New Trial of Russia’s Jailed Opposition Leader Navalny Begins

by -141 Views

A new trial of Aleksei A. Navalny, Russia’s jailed opposition leader, began on Monday, with several extremism charges potentially adding decades to the prison sentences that he is already serving.

Although the charges were filed in a Moscow district court, the trial is being held about 150 miles east of the capital in the maximum security penal colony where Mr. Navalny has been held since 2021.

Journalists monitoring proceedings from another room were able to watch the start of the hearing via video feed, with Mr. Navalny barely visible or audible, according to a reporter for the Mediazona news outlet. But that feed was later cut after prosecutors complained about unspecified “security concerns” facing participants in the trial.

The new charges from Basmanny District Court include inciting and financing extremism, as well as “rehabilitating Nazism.” Mr. Navalny previously said that he had hardly been given time to study the materials filed in the case, included in some 200 volumes or nearly 4,000 pages. All the cases against him are politically motivated, he and his supporters have said.
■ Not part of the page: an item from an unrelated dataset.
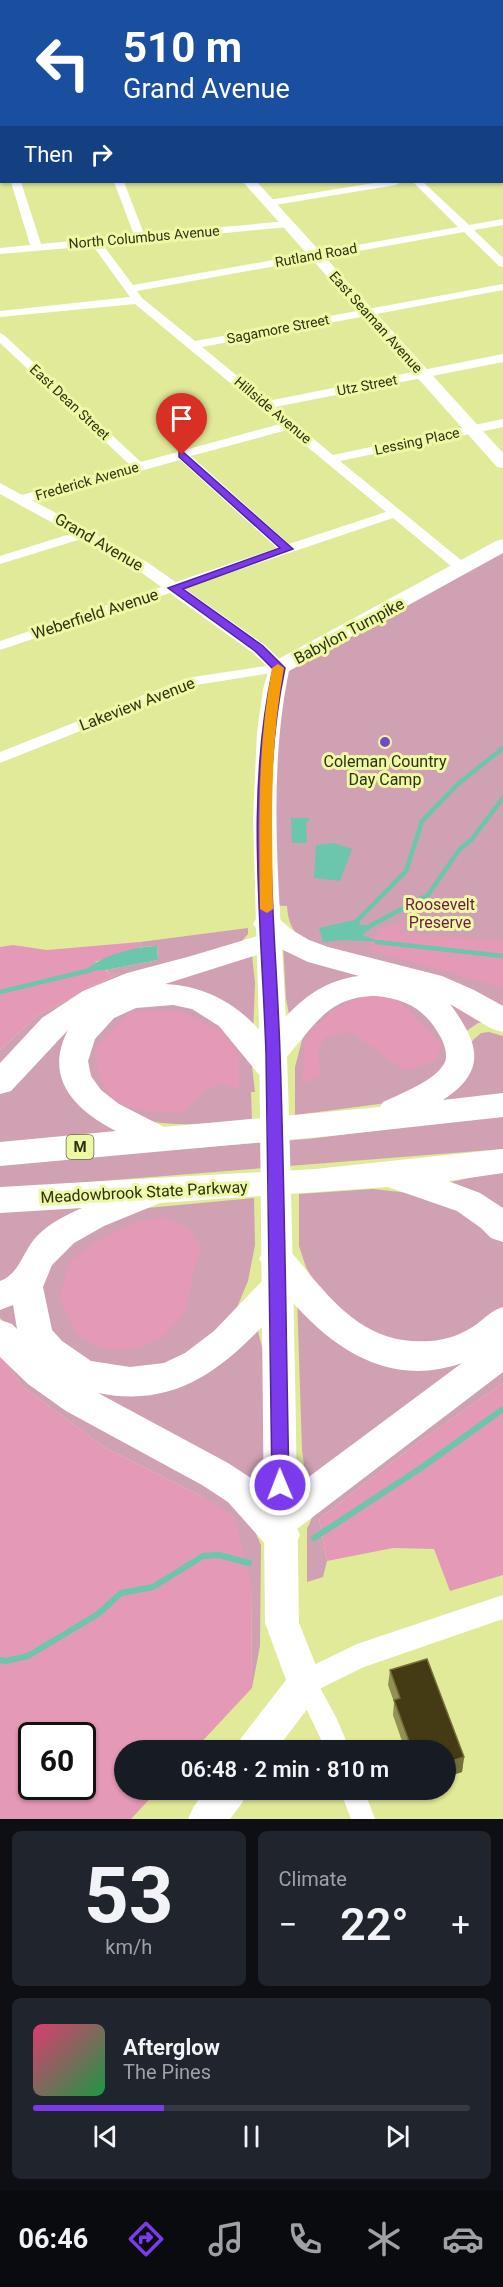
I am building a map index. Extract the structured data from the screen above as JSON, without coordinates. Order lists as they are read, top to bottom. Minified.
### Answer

If Mr. Navalny is convicted — and acquittals are extremely rare in Russian courts, especially against opposition figures — the case could add another 30 years to his jail term. He has already been sentenced to nine years in prison for various charges including parole violations, fraud and contempt of court.

A witty, charismatic figure who has lacerated the Kremlin elite with his corruption investigations, Mr. Navalny, 47, has been able to mobilize people across the country to demonstrate against the government, making him a rare political force in Russia.

Standing trial with Mr. Navalny is Daniel Kholodny, a former technical director of Mr. Navalny’s YouTube channel, who faces charges of participating in and financing extremist activity.

At least 15 activists who worked with Mr. Navalny are facing similar charges, according to his spokeswoman, Kira Yarmysh. Many of them have fled into exile.

Last week, two of his former associates were given lengthy jail terms in the first sentencing of Navalny activists since the Russian government labeled his grass-roots anticorruption group an “extremist organization” in 2021. Lilia Chanysheva, the head of Mr. Navalny’s office in the central Bashkortostan region, was sentenced to seven and a half years in prison. Her former colleague, Rustem Mulyukov, received two and a half years on similar charges.

Mr. Navalny was arrested in 2021 after returning to Russia from Germany, where he recovered from a near-fatal poisoning that has been widely blamed on the Kremlin. The documentary film “Navalny,” which won an Academy Award this year, implicated several agents from the Russian state security service, the FSB, in the attack.

The Russian government has denied any involvement in Mr. Navalny’s poisoning.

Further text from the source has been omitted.